Study material ::
[Start of Attachment]

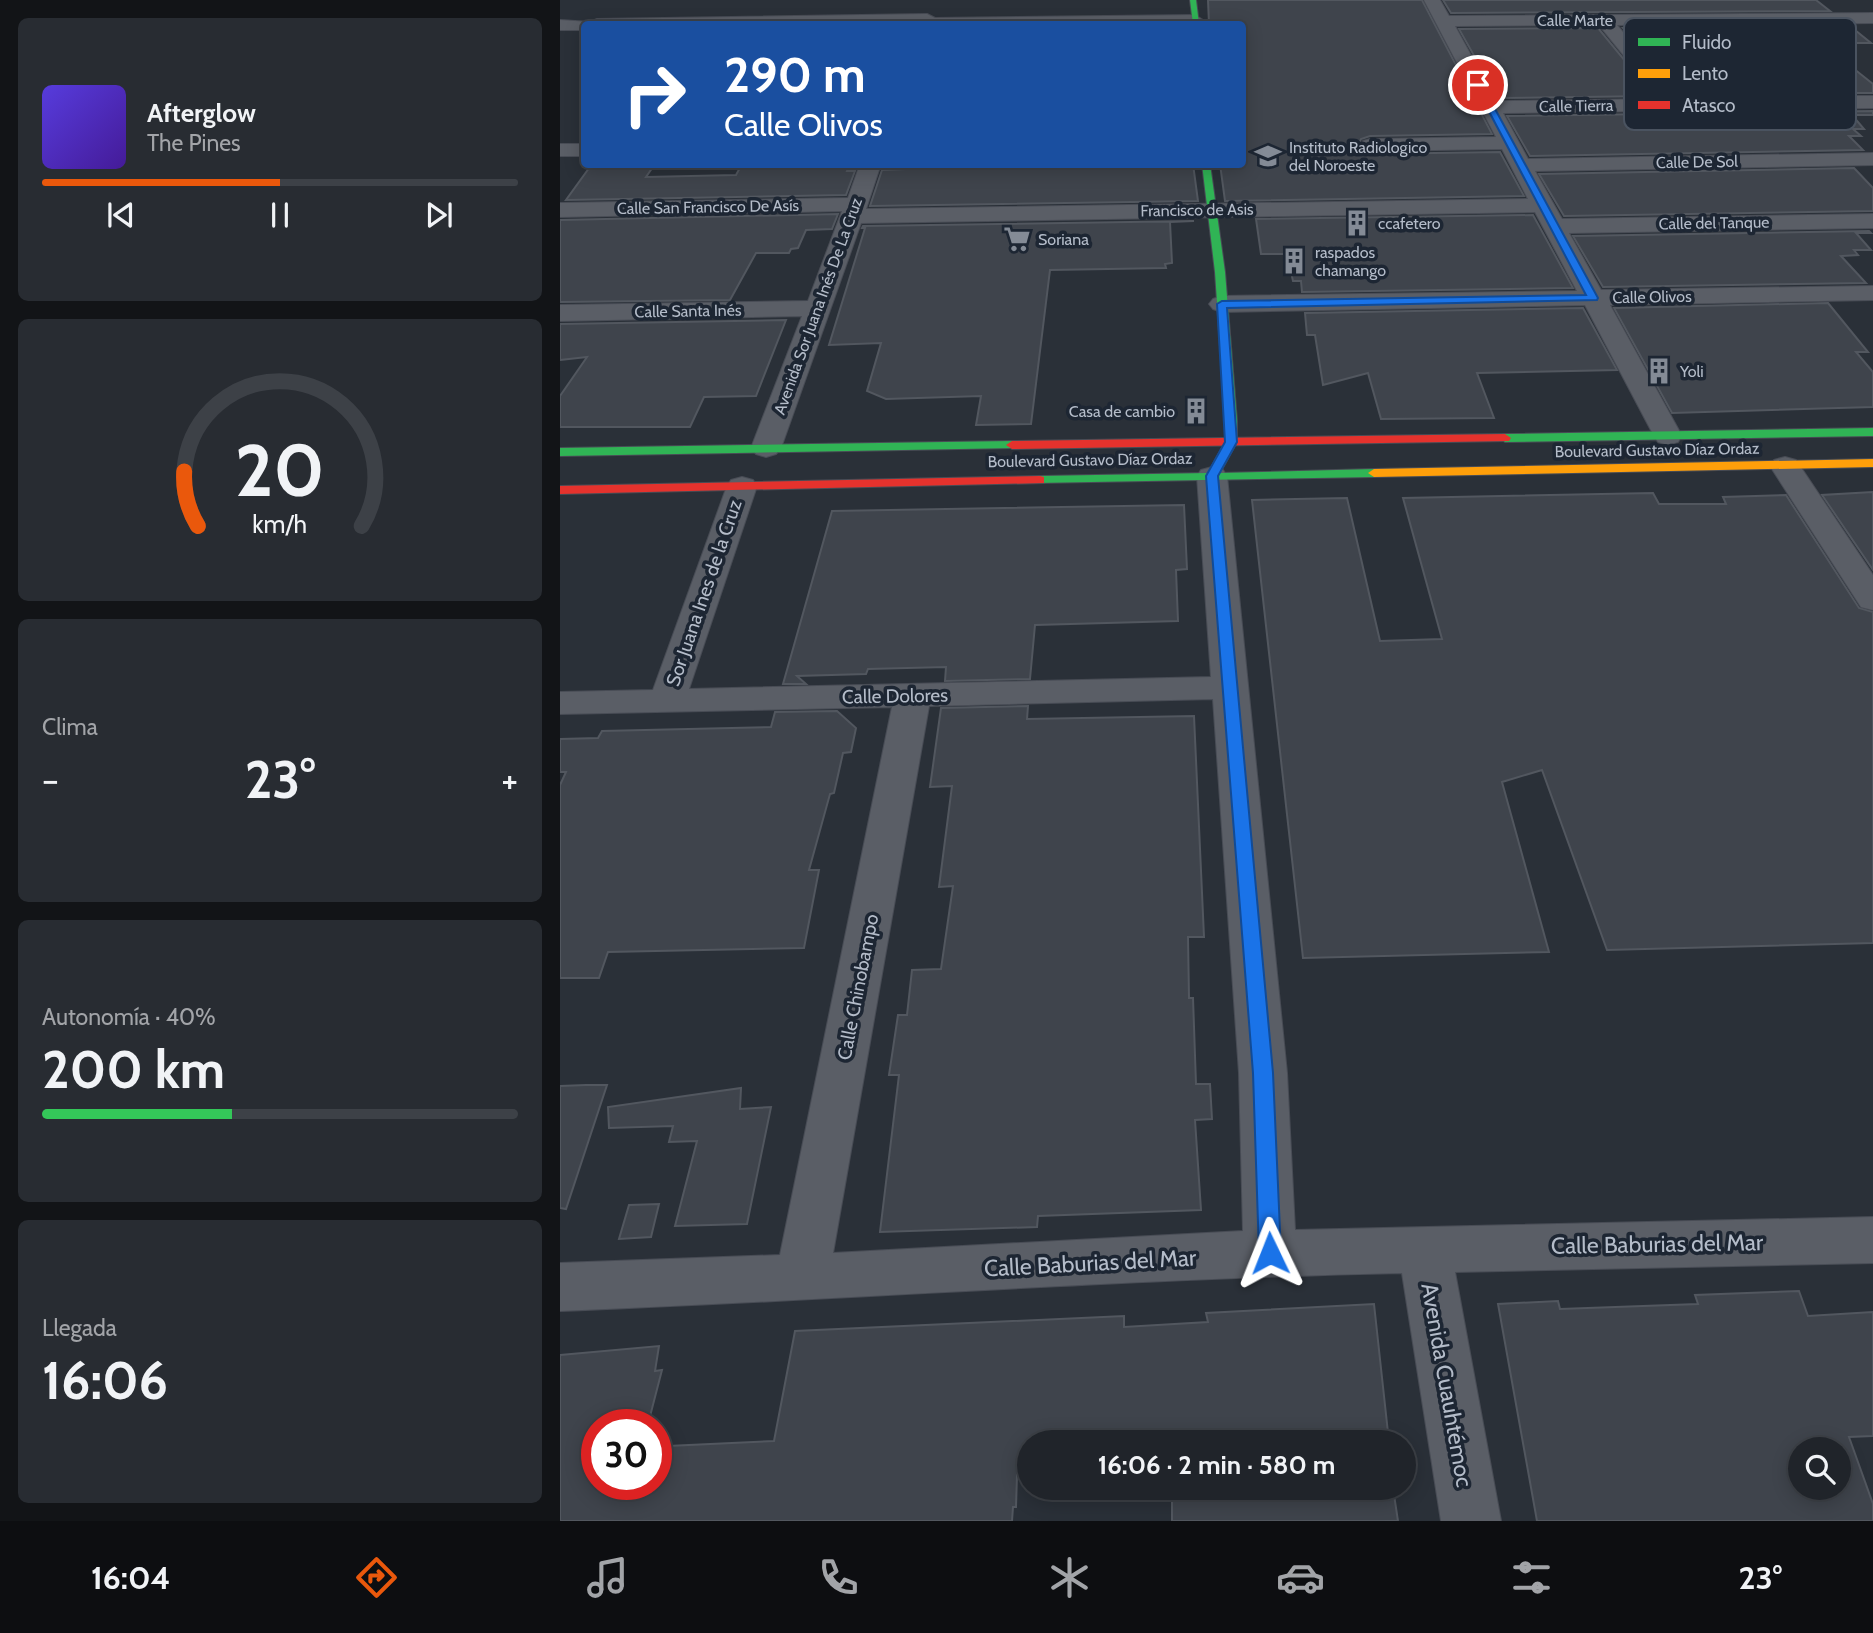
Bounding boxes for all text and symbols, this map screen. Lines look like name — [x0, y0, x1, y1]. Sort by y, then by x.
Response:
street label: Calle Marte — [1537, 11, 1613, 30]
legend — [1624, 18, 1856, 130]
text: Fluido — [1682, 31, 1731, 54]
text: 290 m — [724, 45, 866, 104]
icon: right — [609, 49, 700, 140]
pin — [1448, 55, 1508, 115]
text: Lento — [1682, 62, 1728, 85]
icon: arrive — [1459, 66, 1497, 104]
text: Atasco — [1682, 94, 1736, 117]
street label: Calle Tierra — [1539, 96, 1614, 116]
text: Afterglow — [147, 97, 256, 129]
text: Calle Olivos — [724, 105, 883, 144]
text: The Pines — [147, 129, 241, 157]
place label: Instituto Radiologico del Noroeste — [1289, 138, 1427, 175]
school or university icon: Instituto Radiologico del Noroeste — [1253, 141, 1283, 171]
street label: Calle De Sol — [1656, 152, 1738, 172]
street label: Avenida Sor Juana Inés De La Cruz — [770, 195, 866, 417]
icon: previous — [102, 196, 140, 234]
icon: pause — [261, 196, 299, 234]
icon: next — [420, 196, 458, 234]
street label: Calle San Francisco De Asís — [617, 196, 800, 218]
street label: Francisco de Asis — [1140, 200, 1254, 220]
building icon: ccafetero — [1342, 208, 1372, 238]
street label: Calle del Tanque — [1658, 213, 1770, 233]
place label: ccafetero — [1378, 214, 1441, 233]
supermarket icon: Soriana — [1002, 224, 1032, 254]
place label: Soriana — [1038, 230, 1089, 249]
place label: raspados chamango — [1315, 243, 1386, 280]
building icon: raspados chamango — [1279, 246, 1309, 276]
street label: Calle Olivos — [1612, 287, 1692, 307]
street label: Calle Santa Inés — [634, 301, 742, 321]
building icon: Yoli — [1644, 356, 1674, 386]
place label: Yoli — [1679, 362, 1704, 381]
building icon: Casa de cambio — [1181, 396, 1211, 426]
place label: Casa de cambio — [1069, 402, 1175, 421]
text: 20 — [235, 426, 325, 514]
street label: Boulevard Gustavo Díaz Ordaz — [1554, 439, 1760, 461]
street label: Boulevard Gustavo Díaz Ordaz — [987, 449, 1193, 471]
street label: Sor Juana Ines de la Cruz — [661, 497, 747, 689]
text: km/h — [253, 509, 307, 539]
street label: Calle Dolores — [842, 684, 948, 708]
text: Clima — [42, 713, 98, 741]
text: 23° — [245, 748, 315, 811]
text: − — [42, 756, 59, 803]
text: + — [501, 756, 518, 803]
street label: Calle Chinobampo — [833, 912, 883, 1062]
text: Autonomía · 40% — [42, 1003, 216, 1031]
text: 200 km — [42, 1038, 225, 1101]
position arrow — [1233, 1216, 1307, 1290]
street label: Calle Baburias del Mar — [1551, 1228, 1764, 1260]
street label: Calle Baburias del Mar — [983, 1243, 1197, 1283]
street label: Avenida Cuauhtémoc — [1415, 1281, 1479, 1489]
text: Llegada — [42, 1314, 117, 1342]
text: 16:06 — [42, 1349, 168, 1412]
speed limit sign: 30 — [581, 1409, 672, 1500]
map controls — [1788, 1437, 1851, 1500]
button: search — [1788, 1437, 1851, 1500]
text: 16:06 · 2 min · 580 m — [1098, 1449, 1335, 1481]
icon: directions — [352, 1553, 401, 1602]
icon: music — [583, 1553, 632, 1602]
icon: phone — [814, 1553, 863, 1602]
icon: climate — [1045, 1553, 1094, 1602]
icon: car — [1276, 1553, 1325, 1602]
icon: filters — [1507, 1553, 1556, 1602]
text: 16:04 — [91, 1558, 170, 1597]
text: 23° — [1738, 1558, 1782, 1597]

[End of Attachment]
[Start of Attachment]

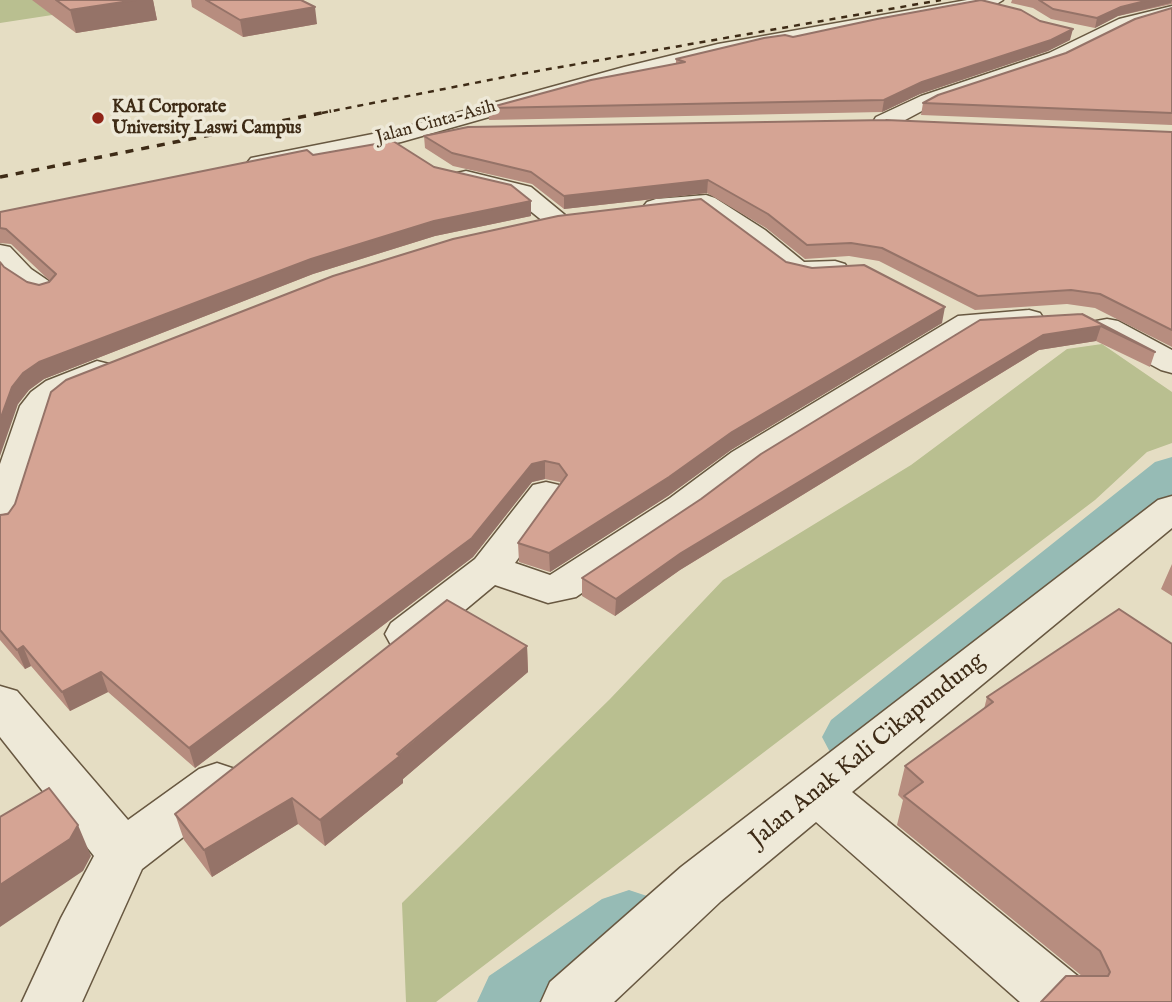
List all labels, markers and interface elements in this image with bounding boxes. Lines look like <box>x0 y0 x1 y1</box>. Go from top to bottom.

[End of Attachment]
[Start of Attachment]

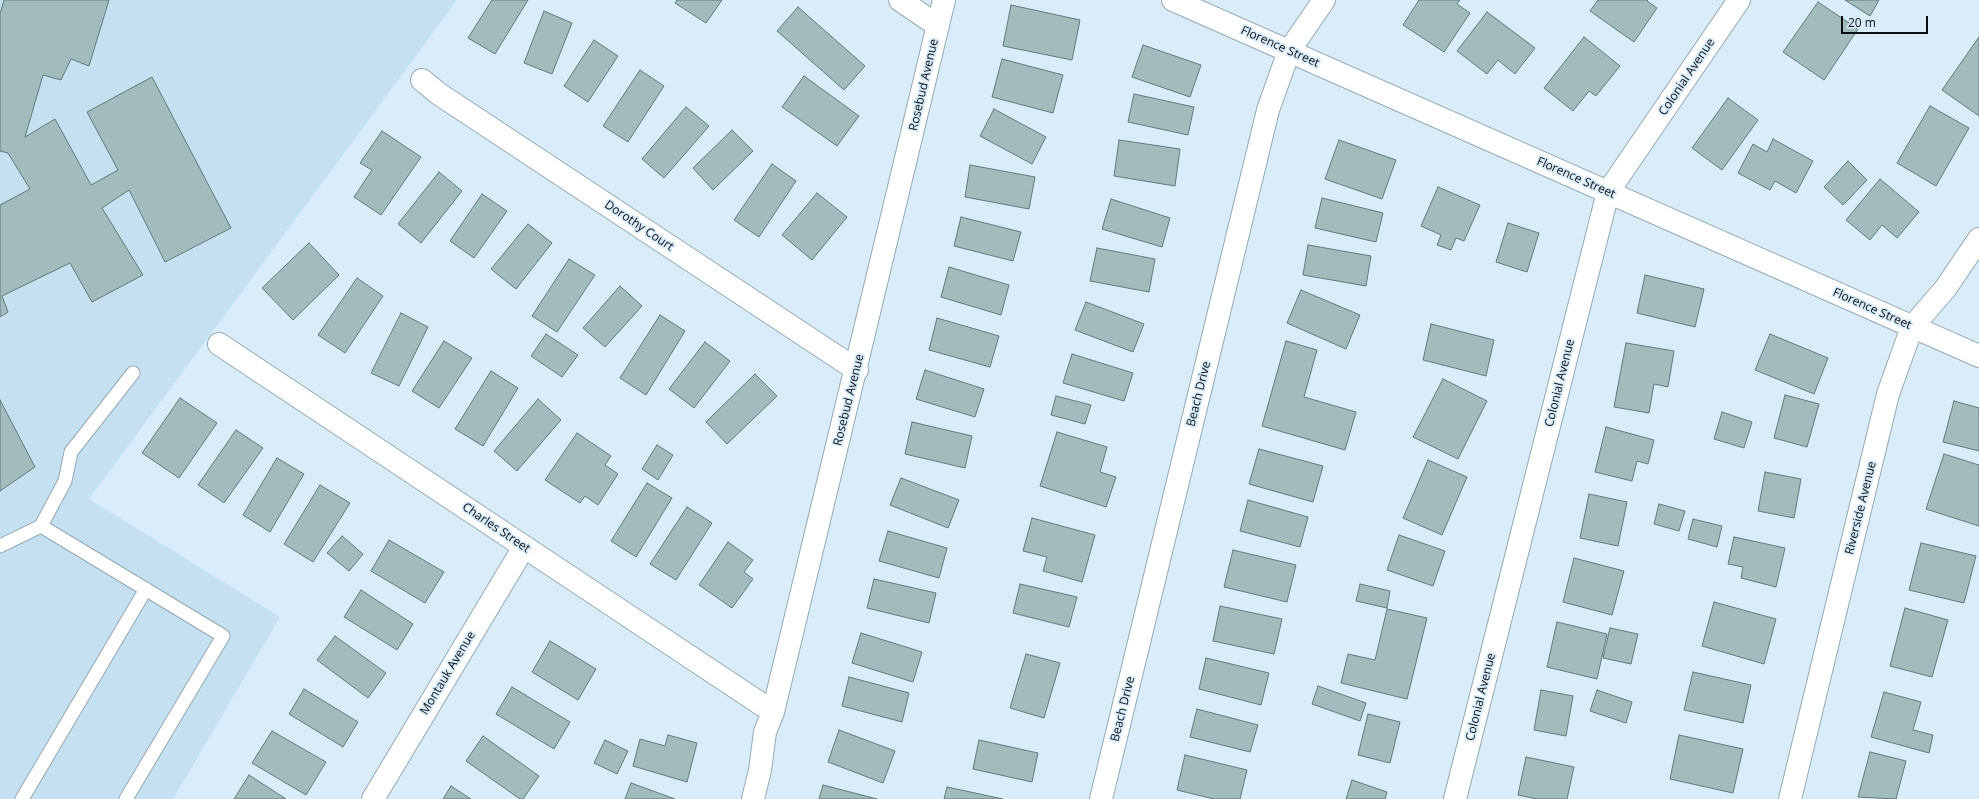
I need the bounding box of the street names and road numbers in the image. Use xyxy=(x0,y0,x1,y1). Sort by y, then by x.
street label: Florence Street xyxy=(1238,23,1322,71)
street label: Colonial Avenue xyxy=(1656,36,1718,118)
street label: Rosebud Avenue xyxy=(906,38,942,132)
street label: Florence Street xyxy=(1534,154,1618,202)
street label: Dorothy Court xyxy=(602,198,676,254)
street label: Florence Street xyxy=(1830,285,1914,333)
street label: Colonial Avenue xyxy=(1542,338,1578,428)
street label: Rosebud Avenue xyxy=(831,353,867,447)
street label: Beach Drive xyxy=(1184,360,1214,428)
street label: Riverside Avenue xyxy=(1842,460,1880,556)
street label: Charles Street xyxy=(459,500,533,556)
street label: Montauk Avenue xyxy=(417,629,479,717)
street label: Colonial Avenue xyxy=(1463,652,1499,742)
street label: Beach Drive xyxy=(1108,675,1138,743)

[End of Attachment]

Assigned task :: Show the lines above with "this".

The completed task ::
Bounding boxes for all text and symbols, this map screen. Lines look like name — [x0, y0, x1, y1]. Sort by y, then by x.
List all labels, markers and interface elements in this image with bounding boxes. Lines look like <box>x0 y0 x1 y1</box>. Go from top to bottom.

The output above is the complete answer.